▶ _Assigned task_: Copy out the lines below that hold the word "Quick".

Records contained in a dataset
= Beginning of Section =

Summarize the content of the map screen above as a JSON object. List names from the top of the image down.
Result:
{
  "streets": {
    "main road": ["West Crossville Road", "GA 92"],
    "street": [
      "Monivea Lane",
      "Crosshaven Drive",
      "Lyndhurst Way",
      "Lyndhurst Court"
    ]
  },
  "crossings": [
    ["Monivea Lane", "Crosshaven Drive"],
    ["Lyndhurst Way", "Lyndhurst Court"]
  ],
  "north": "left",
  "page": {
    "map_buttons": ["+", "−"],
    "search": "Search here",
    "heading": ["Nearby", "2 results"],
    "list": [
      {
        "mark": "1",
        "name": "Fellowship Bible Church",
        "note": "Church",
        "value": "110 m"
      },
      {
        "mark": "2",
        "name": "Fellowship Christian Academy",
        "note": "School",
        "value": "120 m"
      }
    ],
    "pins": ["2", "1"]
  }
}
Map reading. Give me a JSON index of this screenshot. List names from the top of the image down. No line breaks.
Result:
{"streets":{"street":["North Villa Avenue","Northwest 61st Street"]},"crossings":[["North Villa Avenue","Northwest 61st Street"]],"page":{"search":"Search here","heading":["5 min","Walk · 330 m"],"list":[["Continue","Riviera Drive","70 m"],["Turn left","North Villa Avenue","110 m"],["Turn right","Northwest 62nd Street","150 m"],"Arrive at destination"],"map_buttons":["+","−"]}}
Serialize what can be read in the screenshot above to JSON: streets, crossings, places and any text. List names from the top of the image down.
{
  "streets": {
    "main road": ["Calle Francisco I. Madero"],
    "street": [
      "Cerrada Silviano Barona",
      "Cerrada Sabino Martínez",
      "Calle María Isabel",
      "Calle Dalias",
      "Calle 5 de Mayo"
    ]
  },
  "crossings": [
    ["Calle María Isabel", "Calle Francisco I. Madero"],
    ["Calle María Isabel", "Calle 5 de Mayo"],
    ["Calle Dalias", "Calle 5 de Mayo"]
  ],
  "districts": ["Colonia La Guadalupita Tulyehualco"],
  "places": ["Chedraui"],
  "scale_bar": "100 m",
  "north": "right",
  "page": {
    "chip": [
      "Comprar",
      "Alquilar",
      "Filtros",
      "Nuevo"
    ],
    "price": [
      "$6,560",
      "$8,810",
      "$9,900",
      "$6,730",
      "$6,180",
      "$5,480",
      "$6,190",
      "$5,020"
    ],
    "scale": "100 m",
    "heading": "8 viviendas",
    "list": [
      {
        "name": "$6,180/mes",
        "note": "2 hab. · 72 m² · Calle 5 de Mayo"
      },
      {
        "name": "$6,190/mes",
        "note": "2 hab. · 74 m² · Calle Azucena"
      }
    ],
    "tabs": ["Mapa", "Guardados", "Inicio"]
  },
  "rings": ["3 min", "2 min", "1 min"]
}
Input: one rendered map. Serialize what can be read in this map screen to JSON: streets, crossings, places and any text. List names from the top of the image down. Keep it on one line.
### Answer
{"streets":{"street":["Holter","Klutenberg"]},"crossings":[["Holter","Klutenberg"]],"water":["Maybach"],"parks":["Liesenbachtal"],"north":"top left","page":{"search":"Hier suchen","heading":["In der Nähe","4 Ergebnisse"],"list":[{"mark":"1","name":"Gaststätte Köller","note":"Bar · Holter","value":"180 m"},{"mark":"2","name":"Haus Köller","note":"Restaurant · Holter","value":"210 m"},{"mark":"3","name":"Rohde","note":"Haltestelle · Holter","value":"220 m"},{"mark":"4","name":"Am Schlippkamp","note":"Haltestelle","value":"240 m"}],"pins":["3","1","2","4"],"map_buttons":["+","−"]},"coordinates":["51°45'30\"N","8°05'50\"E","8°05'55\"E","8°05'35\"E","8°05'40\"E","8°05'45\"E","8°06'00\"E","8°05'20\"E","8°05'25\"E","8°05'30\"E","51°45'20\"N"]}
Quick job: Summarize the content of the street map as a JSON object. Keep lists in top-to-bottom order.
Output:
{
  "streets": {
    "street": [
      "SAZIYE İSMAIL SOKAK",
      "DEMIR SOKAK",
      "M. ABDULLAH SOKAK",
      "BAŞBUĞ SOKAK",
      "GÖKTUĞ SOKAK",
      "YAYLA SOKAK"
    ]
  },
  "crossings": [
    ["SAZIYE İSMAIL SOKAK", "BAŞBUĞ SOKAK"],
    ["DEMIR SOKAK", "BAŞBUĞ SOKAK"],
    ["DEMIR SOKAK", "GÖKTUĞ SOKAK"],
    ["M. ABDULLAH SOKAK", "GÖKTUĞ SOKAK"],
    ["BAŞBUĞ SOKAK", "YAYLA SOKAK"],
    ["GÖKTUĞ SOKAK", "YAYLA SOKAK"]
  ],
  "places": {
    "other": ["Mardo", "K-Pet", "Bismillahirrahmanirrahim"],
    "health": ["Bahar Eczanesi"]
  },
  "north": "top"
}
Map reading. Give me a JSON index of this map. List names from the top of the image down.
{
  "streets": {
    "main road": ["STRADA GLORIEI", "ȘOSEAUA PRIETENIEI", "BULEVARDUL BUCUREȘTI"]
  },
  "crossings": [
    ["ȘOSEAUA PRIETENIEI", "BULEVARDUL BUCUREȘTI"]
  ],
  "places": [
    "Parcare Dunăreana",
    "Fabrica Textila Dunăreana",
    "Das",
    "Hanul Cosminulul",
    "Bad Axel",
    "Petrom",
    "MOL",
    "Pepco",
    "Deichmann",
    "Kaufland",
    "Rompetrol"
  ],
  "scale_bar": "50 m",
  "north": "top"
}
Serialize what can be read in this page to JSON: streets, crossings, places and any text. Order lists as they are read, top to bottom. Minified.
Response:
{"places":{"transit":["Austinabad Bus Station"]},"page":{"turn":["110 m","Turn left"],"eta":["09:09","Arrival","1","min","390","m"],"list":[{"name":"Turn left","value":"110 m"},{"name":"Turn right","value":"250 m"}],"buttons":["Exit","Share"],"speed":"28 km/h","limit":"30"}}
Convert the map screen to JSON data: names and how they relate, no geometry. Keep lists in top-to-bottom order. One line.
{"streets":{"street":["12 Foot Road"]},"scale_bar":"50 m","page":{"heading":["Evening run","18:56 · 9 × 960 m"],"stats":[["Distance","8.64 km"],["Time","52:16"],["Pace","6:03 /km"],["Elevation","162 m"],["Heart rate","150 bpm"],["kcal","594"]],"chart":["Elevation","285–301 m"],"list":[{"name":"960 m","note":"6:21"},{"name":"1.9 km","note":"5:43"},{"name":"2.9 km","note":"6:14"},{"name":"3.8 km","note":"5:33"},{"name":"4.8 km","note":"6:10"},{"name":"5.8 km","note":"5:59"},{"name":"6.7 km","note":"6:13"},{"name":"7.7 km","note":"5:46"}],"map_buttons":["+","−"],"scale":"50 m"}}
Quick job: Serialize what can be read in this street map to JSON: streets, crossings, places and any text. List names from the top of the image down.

= End of Section =

▶ _Answer to this task_:
Quick job: Summarize the content of the street map as a JSON object. Keep lists in top-to-bottom order.
Quick job: Serialize what can be read in this street map to JSON: streets, crossings, places and any text. List names from the top of the image down.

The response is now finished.